Friday, July 25, 2008

On Reading

The problem with Reading--if we can refer to it as we might a person of particular stature--is that it's got a split personality.  

On the one hand, we have our bog-standard, supermarket specimens: paperbacks with gaudy covers and gaudier stories, sold next to checkout counters the world over and in alarming quantity at airports and train stations.  We like to frown on these: they aren't literary.  Often they're poorly written, if not poorly constructed.  They're what's known unflinchingly as "trashy."

And on the other hand, we have the revered literary specimen: the classics, the Booker prize winners, the inscrutable and the un-understandable.  We have Toni Morrison and Salman Rushdie.  We have academics writing in a secret language; and War and Peace, and Swann's Way.

What's in between?  Well, not much--we only have two hands, as it were.  For as soon as something finds a home at Tesco, it automatically loses a chance at existing on an intellectual's bookshelf--and vice versa.  In a Guardian article  today, Stuart Jeffries discusses our inability as a culture to read--that is, to finish books we start, or to start books that we'll actually like.  He suggests that the problem might be largely due to a sort of collective guilt--we read (or attempt to read) the books we think we should, and when that fails (just because it's on some obscure list of "the greatest 100 novels ever written" doesn't actually mean it's good, or compelling, or the sort of thing that you are interested in) we sink into a depressive reading slump.  

"According to the Office for National Statistics," writes Jeffries, "a third of Britons read 'challenging literature' in order to seem well-read even though they could not follow what the book was about.  It has always been thus: 'challenging literature' is an eternal mystery, like women or, if you prefer, like men."  

And we're enchanted by the mystery--or the possibility that the mystery holds, anyway.  We're told that literature is the key to intellectual discovery, that we'll never be the same after we've read Dostoyevsky or Wide Sargasso Sea.  What we're told less often, sadly, is that we'll also never be the same after we've read Agatha Christie or Harry Potter; what we understand sticks with us.  

What gets left out is this truth: that it's story we identify with, and language, and nothing else. We will not be changed as people because someone has deemed a particular book Booker-prize worthy, but we will be changed because we find something embedded in it that rings achingly true.

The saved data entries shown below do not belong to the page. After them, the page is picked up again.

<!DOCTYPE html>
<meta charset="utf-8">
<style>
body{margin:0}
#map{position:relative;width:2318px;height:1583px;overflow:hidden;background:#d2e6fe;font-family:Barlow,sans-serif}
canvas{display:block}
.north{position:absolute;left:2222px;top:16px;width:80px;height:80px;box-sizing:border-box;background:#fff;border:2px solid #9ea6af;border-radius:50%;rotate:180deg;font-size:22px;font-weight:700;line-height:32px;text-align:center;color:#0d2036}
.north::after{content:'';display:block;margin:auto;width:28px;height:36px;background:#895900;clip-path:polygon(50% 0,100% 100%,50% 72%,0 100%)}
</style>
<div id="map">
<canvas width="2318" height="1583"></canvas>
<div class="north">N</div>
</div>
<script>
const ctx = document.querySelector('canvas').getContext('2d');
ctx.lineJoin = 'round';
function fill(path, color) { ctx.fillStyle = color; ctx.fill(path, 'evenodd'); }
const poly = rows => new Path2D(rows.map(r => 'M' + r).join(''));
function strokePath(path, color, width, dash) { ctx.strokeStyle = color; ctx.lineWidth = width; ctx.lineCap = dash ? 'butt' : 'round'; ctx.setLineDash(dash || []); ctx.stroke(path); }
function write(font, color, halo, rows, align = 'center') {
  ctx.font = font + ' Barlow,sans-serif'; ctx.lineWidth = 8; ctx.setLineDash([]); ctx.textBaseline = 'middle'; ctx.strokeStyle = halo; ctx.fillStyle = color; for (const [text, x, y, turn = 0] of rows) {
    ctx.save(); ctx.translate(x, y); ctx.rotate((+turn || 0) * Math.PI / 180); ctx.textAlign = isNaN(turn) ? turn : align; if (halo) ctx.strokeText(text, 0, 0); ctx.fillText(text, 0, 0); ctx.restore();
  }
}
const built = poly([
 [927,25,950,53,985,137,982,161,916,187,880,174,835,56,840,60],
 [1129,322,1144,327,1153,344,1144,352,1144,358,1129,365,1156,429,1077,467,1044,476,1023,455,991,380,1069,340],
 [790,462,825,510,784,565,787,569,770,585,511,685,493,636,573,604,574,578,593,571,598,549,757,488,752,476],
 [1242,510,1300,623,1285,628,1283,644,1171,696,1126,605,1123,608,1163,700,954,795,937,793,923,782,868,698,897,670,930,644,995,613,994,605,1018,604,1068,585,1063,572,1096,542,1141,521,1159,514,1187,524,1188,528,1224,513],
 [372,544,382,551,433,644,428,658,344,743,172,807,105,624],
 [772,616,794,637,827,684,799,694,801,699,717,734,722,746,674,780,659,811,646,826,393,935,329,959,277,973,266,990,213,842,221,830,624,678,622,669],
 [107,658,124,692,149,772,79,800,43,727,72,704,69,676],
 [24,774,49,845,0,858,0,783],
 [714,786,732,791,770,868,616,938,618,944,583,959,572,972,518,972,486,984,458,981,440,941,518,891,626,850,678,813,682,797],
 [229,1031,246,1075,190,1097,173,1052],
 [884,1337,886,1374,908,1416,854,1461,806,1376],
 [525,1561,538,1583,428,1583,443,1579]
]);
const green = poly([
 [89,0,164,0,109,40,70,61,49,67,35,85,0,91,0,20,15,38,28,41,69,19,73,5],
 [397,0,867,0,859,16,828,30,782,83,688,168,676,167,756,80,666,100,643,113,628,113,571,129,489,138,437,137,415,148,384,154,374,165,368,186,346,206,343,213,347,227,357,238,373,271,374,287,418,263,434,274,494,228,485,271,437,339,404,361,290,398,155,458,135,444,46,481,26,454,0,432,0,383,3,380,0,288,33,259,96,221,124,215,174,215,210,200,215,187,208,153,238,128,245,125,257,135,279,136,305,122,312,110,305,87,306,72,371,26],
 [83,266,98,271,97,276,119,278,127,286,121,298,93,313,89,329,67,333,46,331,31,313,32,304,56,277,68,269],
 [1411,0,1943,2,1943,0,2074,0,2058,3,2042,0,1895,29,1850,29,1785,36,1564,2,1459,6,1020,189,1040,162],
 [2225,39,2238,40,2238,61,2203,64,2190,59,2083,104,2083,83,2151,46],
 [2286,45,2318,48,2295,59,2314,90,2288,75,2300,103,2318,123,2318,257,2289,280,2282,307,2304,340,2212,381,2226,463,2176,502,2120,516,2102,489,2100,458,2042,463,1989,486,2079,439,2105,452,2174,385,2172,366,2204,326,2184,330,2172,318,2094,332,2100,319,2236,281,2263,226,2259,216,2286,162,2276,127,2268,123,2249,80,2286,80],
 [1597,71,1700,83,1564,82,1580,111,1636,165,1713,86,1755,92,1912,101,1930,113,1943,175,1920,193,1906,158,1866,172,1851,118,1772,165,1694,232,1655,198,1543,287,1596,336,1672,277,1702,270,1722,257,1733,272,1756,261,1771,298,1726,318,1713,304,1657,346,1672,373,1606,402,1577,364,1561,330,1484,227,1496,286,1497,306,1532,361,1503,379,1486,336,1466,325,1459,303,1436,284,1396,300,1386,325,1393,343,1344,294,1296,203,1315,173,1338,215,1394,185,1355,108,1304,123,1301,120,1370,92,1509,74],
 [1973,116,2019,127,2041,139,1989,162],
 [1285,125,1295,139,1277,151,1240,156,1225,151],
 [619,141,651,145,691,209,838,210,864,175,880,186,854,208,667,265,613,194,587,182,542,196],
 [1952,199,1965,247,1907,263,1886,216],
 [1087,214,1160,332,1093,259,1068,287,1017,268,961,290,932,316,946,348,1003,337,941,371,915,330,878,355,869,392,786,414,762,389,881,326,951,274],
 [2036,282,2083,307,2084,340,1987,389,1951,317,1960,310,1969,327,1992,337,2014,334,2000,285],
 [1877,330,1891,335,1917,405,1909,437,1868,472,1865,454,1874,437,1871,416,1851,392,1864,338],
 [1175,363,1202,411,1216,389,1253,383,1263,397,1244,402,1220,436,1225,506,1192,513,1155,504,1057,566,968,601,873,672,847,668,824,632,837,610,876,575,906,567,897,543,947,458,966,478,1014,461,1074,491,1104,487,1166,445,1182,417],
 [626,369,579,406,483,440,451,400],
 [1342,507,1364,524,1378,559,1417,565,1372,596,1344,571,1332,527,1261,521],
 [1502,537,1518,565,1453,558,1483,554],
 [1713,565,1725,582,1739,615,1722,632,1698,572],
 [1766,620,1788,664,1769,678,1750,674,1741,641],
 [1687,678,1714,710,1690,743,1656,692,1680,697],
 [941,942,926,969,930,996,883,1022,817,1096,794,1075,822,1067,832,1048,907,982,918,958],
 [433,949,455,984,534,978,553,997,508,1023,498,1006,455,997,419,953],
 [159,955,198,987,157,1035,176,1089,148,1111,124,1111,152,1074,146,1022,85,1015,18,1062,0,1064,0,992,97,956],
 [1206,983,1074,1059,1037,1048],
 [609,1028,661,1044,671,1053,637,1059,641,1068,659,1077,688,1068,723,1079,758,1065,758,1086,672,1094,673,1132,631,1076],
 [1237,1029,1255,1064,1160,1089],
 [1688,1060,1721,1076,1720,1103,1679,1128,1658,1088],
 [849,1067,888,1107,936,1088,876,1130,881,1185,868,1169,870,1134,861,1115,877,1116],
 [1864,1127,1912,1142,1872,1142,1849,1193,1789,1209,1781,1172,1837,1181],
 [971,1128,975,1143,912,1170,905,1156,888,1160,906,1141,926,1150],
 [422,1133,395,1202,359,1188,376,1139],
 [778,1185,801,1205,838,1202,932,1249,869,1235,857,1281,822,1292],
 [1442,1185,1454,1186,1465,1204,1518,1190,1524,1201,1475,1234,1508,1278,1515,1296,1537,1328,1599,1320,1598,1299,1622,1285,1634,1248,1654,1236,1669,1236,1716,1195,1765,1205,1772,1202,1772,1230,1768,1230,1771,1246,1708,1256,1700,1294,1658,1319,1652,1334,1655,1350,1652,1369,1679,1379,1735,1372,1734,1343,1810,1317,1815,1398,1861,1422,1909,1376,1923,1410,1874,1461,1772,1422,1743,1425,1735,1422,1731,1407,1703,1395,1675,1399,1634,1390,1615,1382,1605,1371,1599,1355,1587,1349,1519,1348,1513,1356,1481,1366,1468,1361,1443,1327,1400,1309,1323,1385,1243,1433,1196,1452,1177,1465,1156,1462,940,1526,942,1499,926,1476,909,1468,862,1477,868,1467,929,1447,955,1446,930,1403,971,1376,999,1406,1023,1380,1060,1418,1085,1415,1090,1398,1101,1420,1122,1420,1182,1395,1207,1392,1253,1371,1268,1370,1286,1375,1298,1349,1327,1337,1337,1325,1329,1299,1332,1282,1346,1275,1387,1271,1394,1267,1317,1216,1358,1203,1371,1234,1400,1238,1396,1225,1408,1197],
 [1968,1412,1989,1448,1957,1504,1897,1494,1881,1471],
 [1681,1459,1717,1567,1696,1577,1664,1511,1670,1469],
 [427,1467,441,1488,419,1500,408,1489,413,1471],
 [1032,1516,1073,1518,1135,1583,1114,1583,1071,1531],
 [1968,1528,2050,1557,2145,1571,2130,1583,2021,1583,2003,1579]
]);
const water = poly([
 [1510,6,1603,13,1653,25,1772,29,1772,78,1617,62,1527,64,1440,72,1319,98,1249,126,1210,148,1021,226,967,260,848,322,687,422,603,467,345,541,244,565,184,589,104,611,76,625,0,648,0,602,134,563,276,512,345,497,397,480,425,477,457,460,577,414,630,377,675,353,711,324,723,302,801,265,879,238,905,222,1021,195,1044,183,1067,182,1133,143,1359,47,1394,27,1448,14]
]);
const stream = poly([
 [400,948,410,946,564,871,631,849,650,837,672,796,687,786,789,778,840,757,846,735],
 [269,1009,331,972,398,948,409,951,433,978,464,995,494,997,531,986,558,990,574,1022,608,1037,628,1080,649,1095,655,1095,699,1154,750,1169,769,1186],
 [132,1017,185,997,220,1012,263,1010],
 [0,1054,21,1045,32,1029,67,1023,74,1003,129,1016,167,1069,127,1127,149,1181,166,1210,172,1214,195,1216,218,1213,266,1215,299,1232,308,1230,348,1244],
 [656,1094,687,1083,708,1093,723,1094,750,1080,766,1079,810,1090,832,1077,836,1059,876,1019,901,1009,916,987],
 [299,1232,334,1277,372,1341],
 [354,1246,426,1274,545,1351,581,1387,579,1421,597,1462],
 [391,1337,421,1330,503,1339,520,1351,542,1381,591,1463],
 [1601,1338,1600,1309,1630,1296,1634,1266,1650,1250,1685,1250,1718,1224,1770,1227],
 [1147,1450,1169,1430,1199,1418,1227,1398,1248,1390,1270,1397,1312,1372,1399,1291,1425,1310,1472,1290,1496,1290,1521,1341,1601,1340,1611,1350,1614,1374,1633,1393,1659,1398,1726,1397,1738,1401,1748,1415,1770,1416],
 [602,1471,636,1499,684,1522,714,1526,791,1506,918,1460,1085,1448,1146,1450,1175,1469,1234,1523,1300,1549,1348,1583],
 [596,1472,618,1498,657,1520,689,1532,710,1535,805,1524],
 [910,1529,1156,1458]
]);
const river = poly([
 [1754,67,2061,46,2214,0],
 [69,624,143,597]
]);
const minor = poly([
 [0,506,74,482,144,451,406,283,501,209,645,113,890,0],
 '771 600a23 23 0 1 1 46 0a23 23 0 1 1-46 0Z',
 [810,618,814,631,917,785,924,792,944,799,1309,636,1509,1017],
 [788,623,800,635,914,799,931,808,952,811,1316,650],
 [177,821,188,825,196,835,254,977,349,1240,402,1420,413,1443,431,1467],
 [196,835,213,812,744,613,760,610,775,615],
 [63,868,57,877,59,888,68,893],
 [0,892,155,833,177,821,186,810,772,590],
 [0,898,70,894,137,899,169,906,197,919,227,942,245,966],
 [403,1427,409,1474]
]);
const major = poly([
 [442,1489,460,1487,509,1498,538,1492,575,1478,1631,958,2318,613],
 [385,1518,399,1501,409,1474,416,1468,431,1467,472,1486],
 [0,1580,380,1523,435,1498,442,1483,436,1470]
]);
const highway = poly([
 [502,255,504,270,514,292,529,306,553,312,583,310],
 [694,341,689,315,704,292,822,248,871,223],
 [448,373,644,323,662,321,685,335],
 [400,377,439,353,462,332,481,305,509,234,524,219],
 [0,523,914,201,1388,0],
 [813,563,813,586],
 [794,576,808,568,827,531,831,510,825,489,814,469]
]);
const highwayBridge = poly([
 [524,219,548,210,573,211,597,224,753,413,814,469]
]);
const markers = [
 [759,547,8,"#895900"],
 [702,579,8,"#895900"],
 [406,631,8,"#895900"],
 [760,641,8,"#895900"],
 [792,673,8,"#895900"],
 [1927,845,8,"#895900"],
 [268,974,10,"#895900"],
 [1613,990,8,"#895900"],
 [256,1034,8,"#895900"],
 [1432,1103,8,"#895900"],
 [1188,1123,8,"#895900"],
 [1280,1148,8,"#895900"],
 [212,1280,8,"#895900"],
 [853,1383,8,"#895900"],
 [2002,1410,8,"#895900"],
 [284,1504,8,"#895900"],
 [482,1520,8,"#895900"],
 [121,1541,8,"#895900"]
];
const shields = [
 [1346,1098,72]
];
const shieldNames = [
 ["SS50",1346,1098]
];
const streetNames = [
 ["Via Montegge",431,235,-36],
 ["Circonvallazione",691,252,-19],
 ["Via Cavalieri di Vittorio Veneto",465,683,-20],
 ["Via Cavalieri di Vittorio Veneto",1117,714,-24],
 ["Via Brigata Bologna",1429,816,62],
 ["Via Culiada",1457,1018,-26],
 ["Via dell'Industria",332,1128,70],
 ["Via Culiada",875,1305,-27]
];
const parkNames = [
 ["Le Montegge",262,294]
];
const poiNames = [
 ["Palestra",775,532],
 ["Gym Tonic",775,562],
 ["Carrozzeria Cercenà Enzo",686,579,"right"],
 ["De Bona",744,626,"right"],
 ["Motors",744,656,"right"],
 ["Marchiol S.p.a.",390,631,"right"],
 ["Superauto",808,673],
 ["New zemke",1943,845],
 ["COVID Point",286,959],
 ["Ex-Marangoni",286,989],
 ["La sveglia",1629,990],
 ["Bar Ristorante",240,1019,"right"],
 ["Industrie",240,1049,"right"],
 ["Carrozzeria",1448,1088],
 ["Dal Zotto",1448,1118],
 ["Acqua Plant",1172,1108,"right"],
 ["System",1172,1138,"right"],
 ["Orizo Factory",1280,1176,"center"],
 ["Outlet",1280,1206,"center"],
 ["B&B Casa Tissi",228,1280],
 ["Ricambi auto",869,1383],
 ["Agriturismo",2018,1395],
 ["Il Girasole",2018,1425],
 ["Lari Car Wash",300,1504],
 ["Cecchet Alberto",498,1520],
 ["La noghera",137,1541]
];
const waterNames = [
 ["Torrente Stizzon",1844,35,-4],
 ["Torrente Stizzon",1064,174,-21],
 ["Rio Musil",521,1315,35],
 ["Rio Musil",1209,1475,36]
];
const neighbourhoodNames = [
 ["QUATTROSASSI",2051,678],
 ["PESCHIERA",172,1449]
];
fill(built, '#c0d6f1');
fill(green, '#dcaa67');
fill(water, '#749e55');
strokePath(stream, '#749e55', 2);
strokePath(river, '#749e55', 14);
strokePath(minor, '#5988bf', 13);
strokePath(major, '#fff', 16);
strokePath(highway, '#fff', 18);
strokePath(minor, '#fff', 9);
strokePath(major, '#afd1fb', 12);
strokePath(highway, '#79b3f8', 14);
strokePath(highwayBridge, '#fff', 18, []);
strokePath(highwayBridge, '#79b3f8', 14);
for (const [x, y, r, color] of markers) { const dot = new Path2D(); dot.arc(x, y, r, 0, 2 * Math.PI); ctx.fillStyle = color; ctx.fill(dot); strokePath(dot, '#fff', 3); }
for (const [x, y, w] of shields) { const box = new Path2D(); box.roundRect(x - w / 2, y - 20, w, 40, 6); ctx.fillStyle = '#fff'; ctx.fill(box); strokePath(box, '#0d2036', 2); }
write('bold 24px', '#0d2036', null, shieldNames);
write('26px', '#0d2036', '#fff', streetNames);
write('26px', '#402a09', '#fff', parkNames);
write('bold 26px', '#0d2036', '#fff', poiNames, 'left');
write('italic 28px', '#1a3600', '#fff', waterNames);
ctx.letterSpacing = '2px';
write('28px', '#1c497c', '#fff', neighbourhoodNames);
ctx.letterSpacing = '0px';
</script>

"Challenging literature" is an art form, but not necessarily a good one.  I'm sure that Salman Rushdie has only earned such prestige because everyone is afraid to admit that they've read his books and not understood them (or, worse still, not finished them)--I can see a whole slew of academics thinking, "Oh!  this must be brilliant, if even I can't get through it.  What a genius this man is!"  (I'm doubly convinced of this after hearing him speak at Hay-on-Wye in a mystifyingly packed makeshift theatre.)  The only Rushdie book I have finished happily is the one he wrote directly after The Satanic Verses (which confounded me completely): Haroun and the Sea of Stories.  But it's essentially a children's book, dedicated to the author's son, interpreted by some as his attempt to explain the Fatwah in easy metaphorical terms; and it's far less lauded for it.

Academics, you see, are a notoriously exclusive people (if you've ever tried to read the TLS, you'll understand this automatically).  Though I suspect there are some out there who earnestly have a passion for their studies and would be perfectly happy to see the whole world fall in love with the same topic, with varying degrees of success, the overwhelming impression is that academics actually like being obscure.  It's a brand of triumph to be able to to appeal only to a tiny, select group, and a kind of failure to attempt to cast one's net wider.  

But where's the point?  If we can't understand what we read, then we may as well not read at all.  The joy of reading is not to be able to list off the classics we've downed (it isn't a drinking game), but to be able to say (or simply to feel) that we have found something in the writing that
 impacts us, or speaks to us, or that we like, or that, in fact, we dislike, for some other reason than that it bores or baffles us.  If that happens in a Tom Clancy book, that's great; but there's also nothing to preclude us from also foraying into the forbidden fields of intellect and finding whatever we damn well please in Joseph Heller.  And at this point, only we can narrow the literary class-gap.

2 comments:

Badaude said...

Reading? Oh, reading. I thought you were talking about Reading - you know, the stop down from Oxford toward London.
I think you've hit on something with the 'drinking game' thought. Yes, there's certainly that element to it, but you can't make reading into something it isn't. And how desirable would it be to lose that enjoyable edge of social competition? How many books wouldn't I have read if I hadn't thought it as necessary as trying absinthe or guinness, or champagne?
So, read Ulysses because you feel you should (and end up loving it) and read Murder at Styles and find it's a classic of modernism. Best advice is - unlike drinking - Mix it!

Badaude said...

Sorry, 'The Mysterious Affair at Styles'.